One new skill was introduced weekly by the paraprofessional along with review of previously learned skill(s) as indicated by the SST manual. Paraprofessionals introduced the skill by showing the new visual cue card for the skill to the child, describing each symbol, and role-playing a situation that fit the skill. The same was done with the skill(s) being reviewed. The next time the skill was needed in social situations, the card was shown to the child, verbally reviewed, and practiced with the other person involved in the situation. As the child mastered the skill, verbal reminders were faded and only the card was shown to the child.

Instrument

Social skills data was collected using the Social Responsiveness Scales ([SRS], Constantino, 2005). The SRS is a 65-item rating scale that measures the severity of autism spectrum symptoms as they occur in a natural setting. The questionnaire inquires about a child's ability to engage in emotionally appropriate reciprocal social interactions. The SRS also assesses communicative deficits and restricted/stereotypic behaviors or interests. The SRS has good internal consistency (.93-.97) and validity (Constantino).

The SRS provides 5 subscale scores and a total social rating score. The subscale scores are: "(a) social awareness or the ability to pick up on social cues and reciprocal social behavior; (b) social cognition or the ability to interpret social cues and cognitive-interpretive aspects of reciprocal social behavior; (c) social communication or expressive social\communication; (d) social motivation or the extent to which a respondent is generally motivated to engage in social-interpersonal behavior; and (e) autistic mannerisms which includes stereotypical behaviors or highly restricted interests characteristic of autism" (Constantino, 2005, p. 17). Each item on the SRS scale inquires about an observable behavior that is rated on a "0" (never true) to "3" (always true) Likert scale. The scores are translated into a single total scale score that serves as an index of the overall severity of social deficits. High scores on the SRS indicate greater severity of social impairment.
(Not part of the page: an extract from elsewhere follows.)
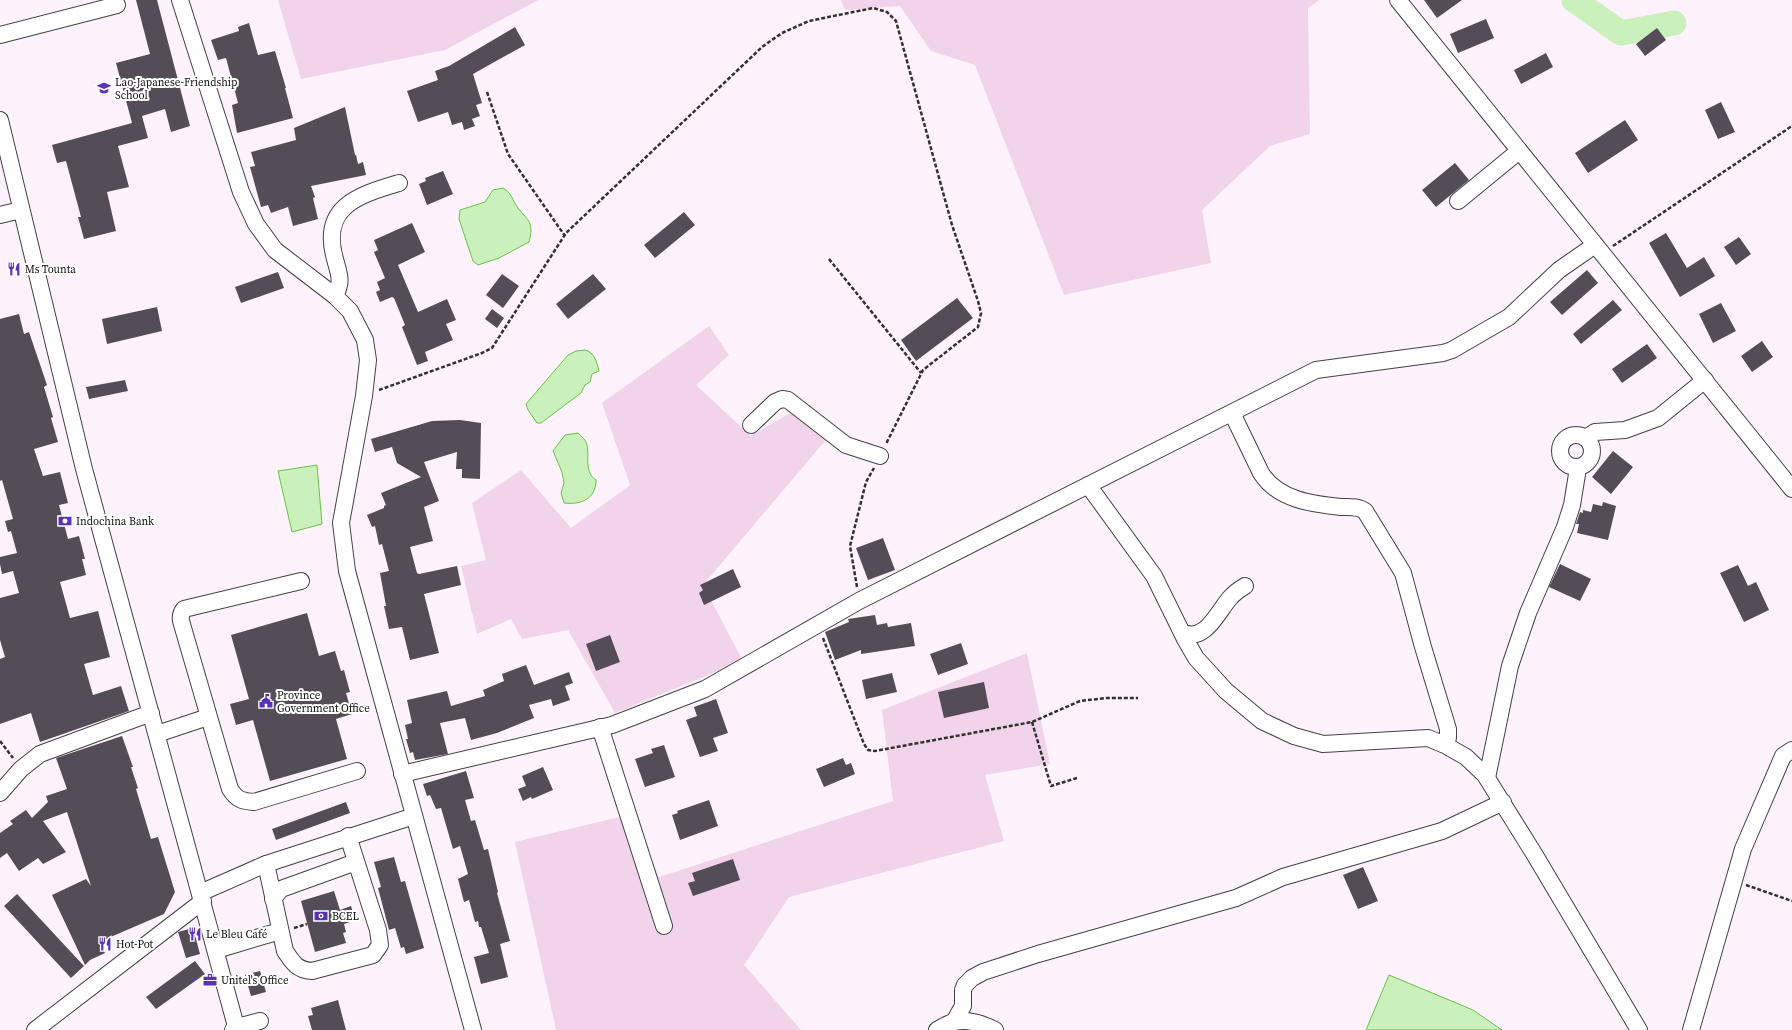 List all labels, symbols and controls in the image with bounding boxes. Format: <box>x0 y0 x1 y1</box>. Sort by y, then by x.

The participants' general education teachers were asked to complete the SRS three times during the study: at baseline, mid-way through the study, and at the end of the study.

Analysis

Nonparametric Friedman tests, with Wilcoxon Signed Rank tests as follow-up tests, were conducted to examine the progress made by the students. Measurements were taken at baseline, mid-intervention and end of the intervention using the SRS, completed by the children's teachers. Mann Whitney U tests were conducted to determine group effects of partial and full inclusion on social skills changes.

Results and Discussion

Several interesting findings emerged from the analyses. First, Mann Whitney U tests showed no significant differences between children who were partially or fully included on social responsiveness scores. Table 1 contains the means and standard deviations of the subscales and total social rating scores for children in the fully-included classrooms and those in the partial-inclusion classrooms at baseline and end of intervention.

Friedman tests showed significant differences in several areas. Ratings by teachers showed significant gains in four of the six subscales and the total social rating score as measured by the SRS. Social awareness scores differed significantly with Friedman's test [chi square] (2) = 7.44, p = .024; social cognition scores differed significantly with Friedman [chi square] (2) = 6.522, p = .038; autistic mannerisms scores differed significantly with Friedman [chi square] (2) = 7.154, p = .028; and total social ratings scores with Friedman [chi square] (2) = 6.741, p = .034. Social motivation and social communication were not significantly different with p =. 112 and .084, respectively. Follow-up Wilcoxon Signed Rank tests showed significant social awareness differences between baseline (M = 66.14, SD = 6.91) and mid-intervention (M = 59.14, SD = 6.99); significant social cognition differences between baseline (M= 69.14, SD = 9.86) and mid-intervention (M = 63.43, SD = 7.61); significant autistic mannerisms differences between baseline (M = 66.71, SD = 5.50) and mid-intervention (M = 63.14, SD = 7.54); and significant total social ratings score differences between baseline (M = 67.57, SD = 6.68) and mid-intervention (M = 59.71, SD = 7.87). No other differences were significant. Figure 1 shows the mean scores at baseline, mid-intervention, and end of intervention in the subscales where significant changes were found.

The results of this study indicate that paraprofessionals who are appropriately trained can help children with ASD to learn more appropriate social skills; that the paraprofessional can intervene to help the child make progress while the child is in the general education classroom; and that the children's teachers perceive more acceptable social skills on the part of the children. However, the teachers rated the children more highly at the mid-point of the intervention than at the end of the intervention, indicating perhaps that the gains were not sustainable to the same degree over time. This is both promising and discouraging. Lasting gains are the goal of any intervention; and the results of this study do not point in the direction of maintenance even over the short period of time of six-weeks. However, an alternate explanation exists that might account for the slight loss of ground in the areas where gains were noted initially. Perhaps, the teachers' expectations drifted over time. The ratings on the SRS did not revert to baseline levels but they did increase (show less progress) from the mid-point. It might be that over time the teachers began to expect more acceptable social skills because the children were demonstrating more proficiency.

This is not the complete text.